The Eric Hoffer Award for short prose and books was established at the start of the 21st century as a means of opening a door to writing of significant merit. It honors the memory of the great American philosopher Eric Hoffer by highlighting salient writing, as well as the independent spirit of small publishers. The winning stories and essays are published in Best New Writing, and the book awards are covered in the US Review of Books.

Of Spirit Stones, US Review of Books writes: "Beautifully illustrated with many fine color photographs of the prehistoric standing stones of Great Britain and Brittany, this book seeks not only to explain what these megalithic monuments are, but also what they meant to the Neolithic and Bronze Age people who built them.
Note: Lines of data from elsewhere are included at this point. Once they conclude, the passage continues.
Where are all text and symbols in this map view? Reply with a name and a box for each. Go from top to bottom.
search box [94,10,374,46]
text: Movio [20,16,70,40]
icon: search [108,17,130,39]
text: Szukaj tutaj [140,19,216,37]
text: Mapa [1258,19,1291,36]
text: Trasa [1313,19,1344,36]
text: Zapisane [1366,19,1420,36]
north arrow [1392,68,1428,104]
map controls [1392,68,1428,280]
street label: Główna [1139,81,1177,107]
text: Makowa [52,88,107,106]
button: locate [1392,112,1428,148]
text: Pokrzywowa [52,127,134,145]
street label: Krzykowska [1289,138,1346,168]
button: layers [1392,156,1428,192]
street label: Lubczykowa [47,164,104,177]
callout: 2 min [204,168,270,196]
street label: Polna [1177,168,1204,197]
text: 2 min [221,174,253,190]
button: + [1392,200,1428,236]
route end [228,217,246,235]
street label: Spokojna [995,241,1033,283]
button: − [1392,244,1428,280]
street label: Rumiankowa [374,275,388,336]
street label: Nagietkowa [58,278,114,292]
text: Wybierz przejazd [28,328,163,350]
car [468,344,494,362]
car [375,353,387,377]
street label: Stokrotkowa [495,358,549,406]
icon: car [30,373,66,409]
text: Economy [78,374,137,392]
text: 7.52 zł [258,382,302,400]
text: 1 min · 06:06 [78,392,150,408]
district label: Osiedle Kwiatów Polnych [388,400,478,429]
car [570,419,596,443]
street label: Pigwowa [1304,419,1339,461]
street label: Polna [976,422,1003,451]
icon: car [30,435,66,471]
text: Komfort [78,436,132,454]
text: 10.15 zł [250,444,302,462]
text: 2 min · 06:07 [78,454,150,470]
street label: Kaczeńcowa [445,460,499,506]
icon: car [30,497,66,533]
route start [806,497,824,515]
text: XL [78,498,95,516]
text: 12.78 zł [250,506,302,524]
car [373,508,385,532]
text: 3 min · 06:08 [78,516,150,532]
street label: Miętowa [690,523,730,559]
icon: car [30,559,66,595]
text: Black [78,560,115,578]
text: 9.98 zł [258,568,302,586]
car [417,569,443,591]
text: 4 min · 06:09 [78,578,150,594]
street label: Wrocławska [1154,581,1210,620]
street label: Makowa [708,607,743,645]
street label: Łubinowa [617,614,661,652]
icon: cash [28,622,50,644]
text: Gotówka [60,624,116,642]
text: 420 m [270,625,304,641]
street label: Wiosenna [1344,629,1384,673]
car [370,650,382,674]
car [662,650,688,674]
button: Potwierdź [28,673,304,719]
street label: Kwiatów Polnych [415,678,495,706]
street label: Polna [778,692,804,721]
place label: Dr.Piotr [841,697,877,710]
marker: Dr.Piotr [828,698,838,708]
A thorough, but fascinating and account of the culture and background of these ancient builders provides both secular and spiritual links to our own culture and beliefs. Many books offer scientific and historical explanations of the mysterious stones and theories of their possible uses, but this author goes beyond the hard facts to suggest how our own spiritual growth may be enhanced by understanding things common to both ourselves and our ancestors."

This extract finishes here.